This morning on Chicago Public Radio there was a pretty good story on the 1995 heat wave [Real Audio file] that killed over 700 people, the majority of them poor and elderly people who had no access to air-conditioning. I haven’t yet read Eric Klinenberg’s Heat Wave: A Social Autopsy of the Disaster in Chicago, but it’s worth noting, as did Micaela di Leonardo, reviewing the book for The Nation in 2002, that
first we need to come to terms with the epidemiological realities of heat crises. Extreme heat, Klinenberg explains, tends not to be taken as seriously as other weather and human disasters–hurricanes, floods, earthquakes, blizzards, plane crashes. But “more people die in heat waves than in all other extreme events combined,” and the ’95 crisis has “no equal in the record of US heat disasters.”

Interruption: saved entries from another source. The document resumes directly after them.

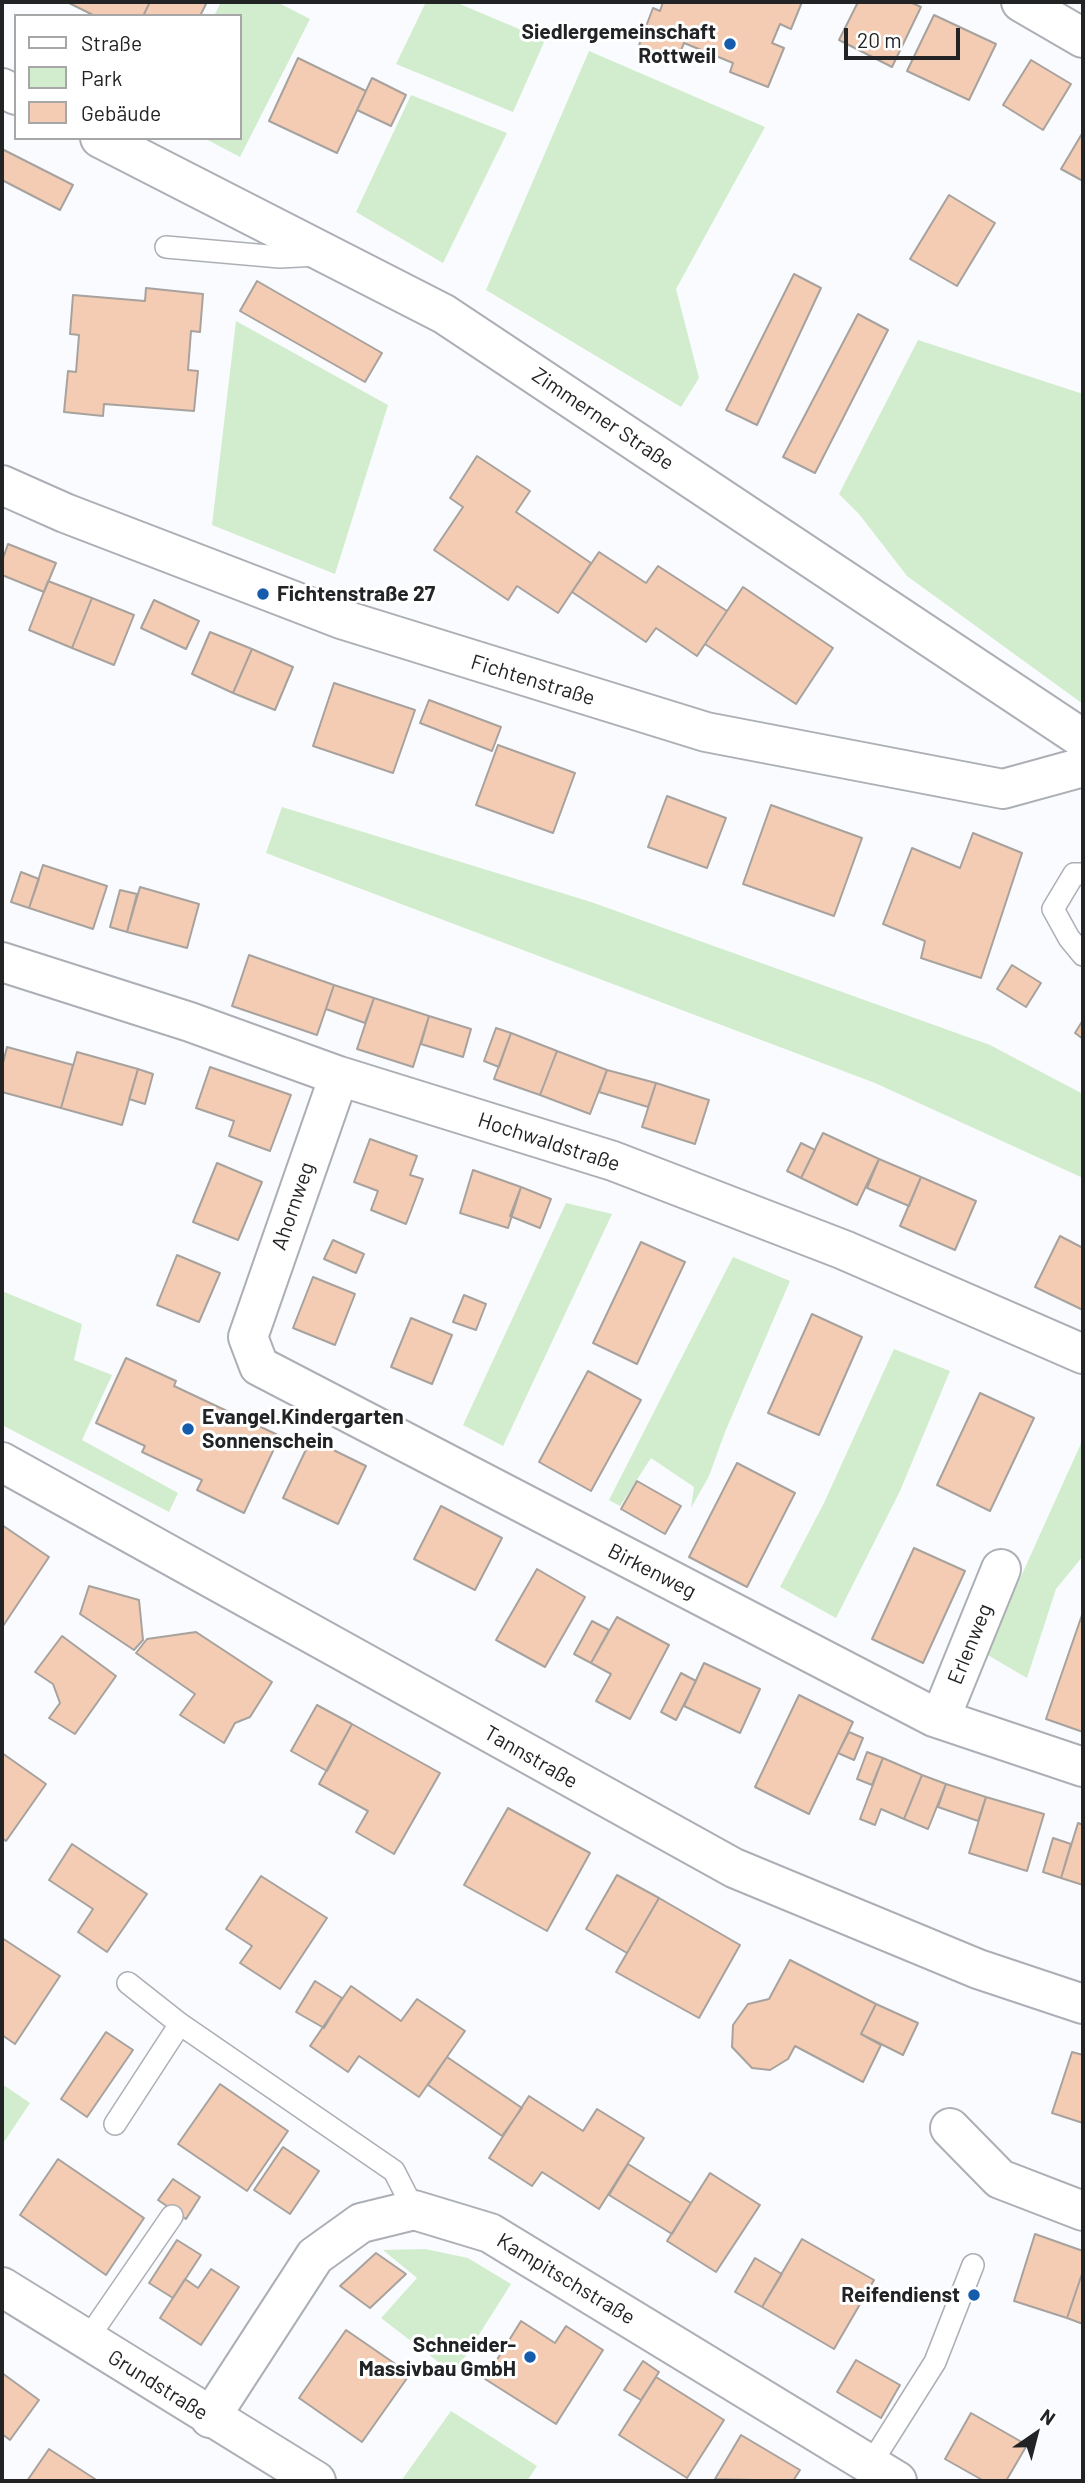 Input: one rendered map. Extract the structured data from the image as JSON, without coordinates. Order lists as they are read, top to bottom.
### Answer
{
  "streets": {
    "street": [
      "Zimmerner Straße",
      "Fichtenstraße",
      "Hochwaldstraße",
      "Ahornweg",
      "Birkenweg",
      "Erlenweg",
      "Tannstraße",
      "Kampitschstraße",
      "Grundstraße"
    ]
  },
  "crossings": [
    ["Hochwaldstraße", "Ahornweg"],
    ["Ahornweg", "Birkenweg"],
    ["Birkenweg", "Erlenweg"],
    ["Kampitschstraße", "Grundstraße"]
  ],
  "places": [
    "Siedlergemeinschaft Rottweil",
    "Fichtenstraße 27",
    "Evangel.Kindergarten Sonnenschein",
    "Reifendienst",
    "Schneider- Massivbau GmbH"
  ],
  "legend": ["Straße", "Park", "Gebäude"],
  "scale_bar": "20 m",
  "north": "top right"
}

[Micaela di Leonardo, “Murder by Public Policy,” The Nation (September 2, 2002) Available online to subscribers and via various databases]

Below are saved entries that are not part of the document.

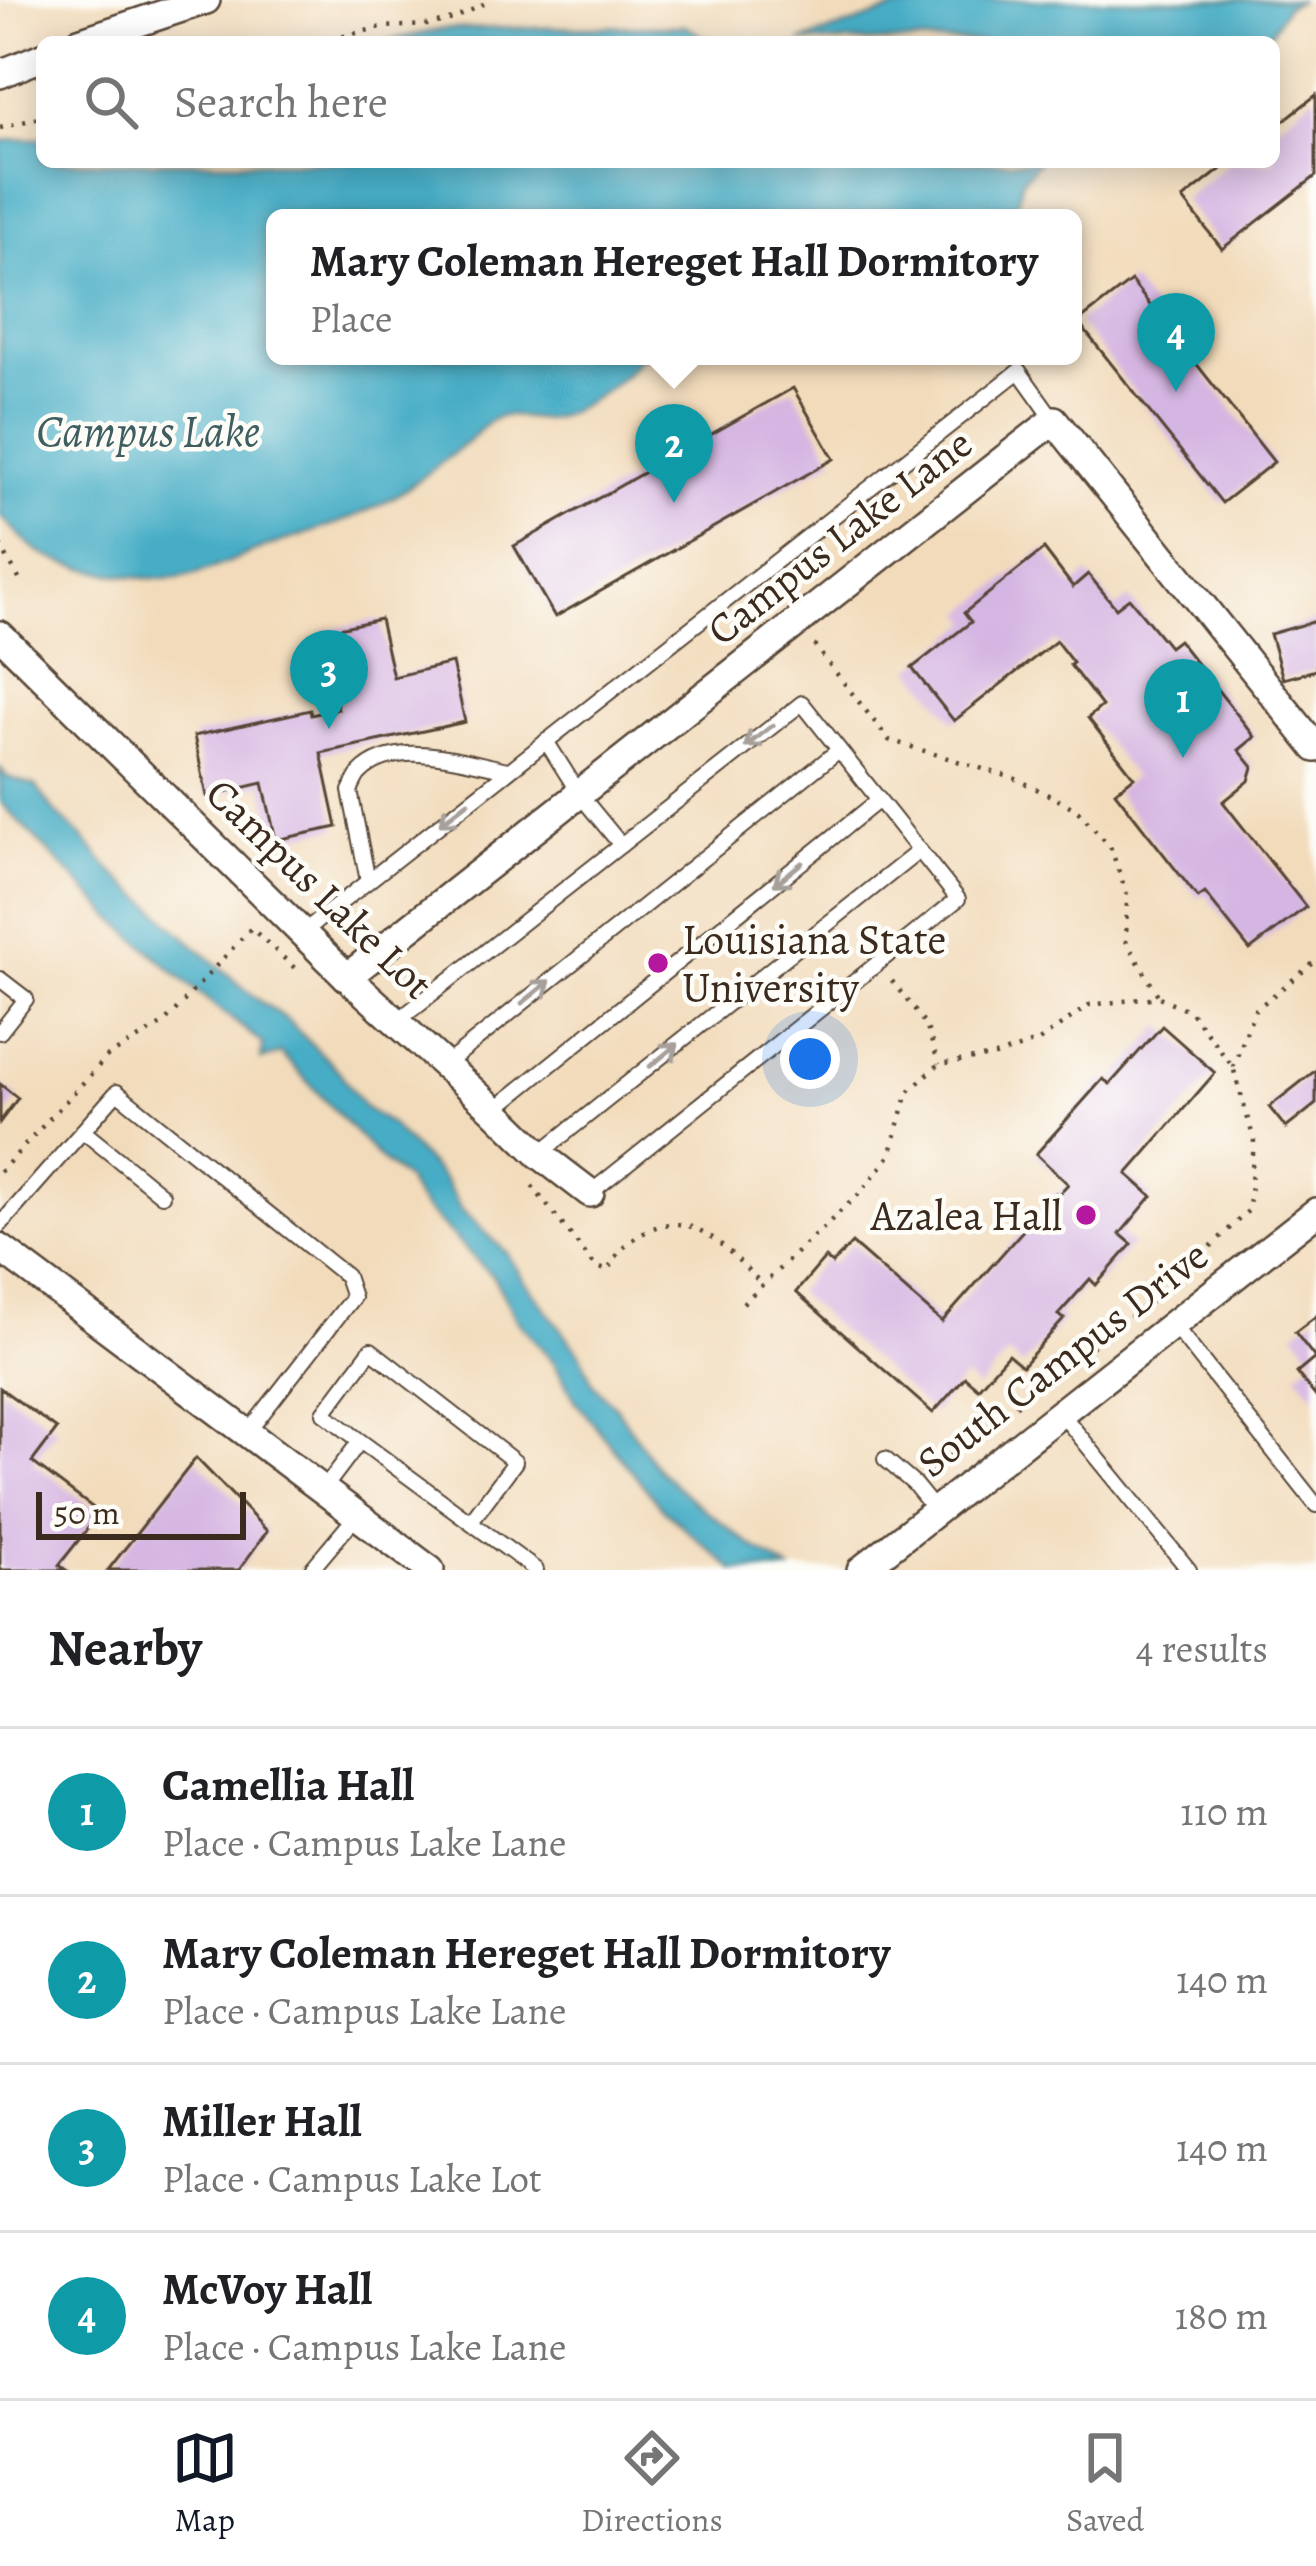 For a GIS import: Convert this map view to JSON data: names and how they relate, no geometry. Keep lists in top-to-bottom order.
{
  "streets": {
    "street": ["Campus Lake Lane", "Campus Lake Lot", "South Campus Drive"]
  },
  "crossings": [
    ["Campus Lake Lane", "Campus Lake Lot"]
  ],
  "water": ["Campus Lake"],
  "places": ["Louisiana State University", "Azalea Hall"],
  "scale_bar": "50 m",
  "page": {
    "search": "Search here",
    "popup": ["Mary Coleman Hereget Hall Dormitory", "Place"],
    "pins": [
      "4",
      "2",
      "3",
      "1"
    ],
    "scale": "50 m",
    "heading": ["Nearby", "4 results"],
    "list": [
      {
        "mark": "1",
        "name": "Camellia Hall",
        "note": "Place · Campus Lake Lane",
        "value": "110 m"
      },
      {
        "mark": "2",
        "name": "Mary Coleman Hereget Hall Dormitory",
        "note": "Place · Campus Lake Lane",
        "value": "140 m"
      },
      {
        "mark": "3",
        "name": "Miller Hall",
        "note": "Place · Campus Lake Lot",
        "value": "140 m"
      },
      {
        "mark": "4",
        "name": "McVoy Hall",
        "note": "Place · Campus Lake Lane",
        "value": "180 m"
      }
    ],
    "nav": ["Map", "Directions", "Saved"]
  }
}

The City of Chicago’s Hot Weather Safety page (which is sort of buried, I might add) provides tips for keeping yourself and your pets cool, and a list of related links, including Chicago Public Library locations and the Department of Human Services Weather Relief page, which explains when extreme heat and cold warnings are issued, and what the DHS does about them:
The Chicago Department of Human Services coordinates the operation of Cooling and Warming Centers. Beginning with its own Human Services Centers, CDHS works with the Chicago Department on Aging, Chicago Park District, Chicago Public Schools and Chicago Public Libraries to make public buildings available. In times of excessive need, the City enlists the help of community organizations that can open their facilities to the public for respite from the weather. [emphasis added]

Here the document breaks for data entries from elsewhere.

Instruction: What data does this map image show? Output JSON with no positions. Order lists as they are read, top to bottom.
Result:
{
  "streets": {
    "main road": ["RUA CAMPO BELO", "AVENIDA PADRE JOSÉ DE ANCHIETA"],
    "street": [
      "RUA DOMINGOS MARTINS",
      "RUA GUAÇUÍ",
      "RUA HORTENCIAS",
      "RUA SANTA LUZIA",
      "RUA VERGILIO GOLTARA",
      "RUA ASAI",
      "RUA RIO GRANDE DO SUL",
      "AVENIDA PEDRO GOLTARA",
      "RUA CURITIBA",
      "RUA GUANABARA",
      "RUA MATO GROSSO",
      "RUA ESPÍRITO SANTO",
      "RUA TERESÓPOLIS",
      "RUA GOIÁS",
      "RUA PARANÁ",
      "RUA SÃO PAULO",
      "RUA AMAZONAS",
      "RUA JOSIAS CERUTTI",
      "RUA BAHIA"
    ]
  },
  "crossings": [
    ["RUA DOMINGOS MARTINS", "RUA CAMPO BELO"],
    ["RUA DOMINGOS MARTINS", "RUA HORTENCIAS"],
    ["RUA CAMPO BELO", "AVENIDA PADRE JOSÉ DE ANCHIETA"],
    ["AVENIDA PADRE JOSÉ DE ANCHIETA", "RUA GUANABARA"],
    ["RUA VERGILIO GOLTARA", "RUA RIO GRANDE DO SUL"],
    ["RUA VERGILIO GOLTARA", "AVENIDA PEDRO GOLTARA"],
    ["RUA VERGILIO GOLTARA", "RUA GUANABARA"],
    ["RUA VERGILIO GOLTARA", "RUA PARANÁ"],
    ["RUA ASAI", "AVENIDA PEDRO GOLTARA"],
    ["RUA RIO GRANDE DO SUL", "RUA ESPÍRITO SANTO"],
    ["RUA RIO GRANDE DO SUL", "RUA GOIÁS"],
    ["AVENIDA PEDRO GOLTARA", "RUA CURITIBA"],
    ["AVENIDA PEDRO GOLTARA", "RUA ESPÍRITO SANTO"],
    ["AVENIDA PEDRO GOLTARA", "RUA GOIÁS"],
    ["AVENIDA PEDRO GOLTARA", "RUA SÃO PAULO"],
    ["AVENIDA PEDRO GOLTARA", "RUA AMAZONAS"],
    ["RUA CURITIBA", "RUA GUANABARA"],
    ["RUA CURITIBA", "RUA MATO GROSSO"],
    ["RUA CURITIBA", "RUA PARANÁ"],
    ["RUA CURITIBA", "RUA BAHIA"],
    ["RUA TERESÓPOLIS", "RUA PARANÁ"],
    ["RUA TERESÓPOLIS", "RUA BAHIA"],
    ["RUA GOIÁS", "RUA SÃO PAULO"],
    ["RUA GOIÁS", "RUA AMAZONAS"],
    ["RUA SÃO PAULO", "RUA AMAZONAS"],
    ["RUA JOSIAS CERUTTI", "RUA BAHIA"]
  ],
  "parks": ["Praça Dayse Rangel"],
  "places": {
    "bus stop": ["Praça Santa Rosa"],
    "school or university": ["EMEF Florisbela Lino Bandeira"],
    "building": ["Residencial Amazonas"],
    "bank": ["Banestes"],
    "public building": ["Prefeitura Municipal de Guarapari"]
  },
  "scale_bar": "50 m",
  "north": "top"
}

In addition to coordinating the Cooling and Warming Centers, the department also works to
- Provide transportation to Warming and Cooling Centers.
- Conduct well-being checks on those at risk.
- Expand outreach to homeless people on the street during times of extreme cold.
As summer continues, you might want to think about the people in your library and what kinds of services you are providing to those who may need the library as a place to stay cool. We can’t all provide this kind of service. [link via Ruminations] But we can make sure that we provide all library users the same courteous service, whether they’re looking for a copy of Heat Wave or just looking for a place to stay out of the heat.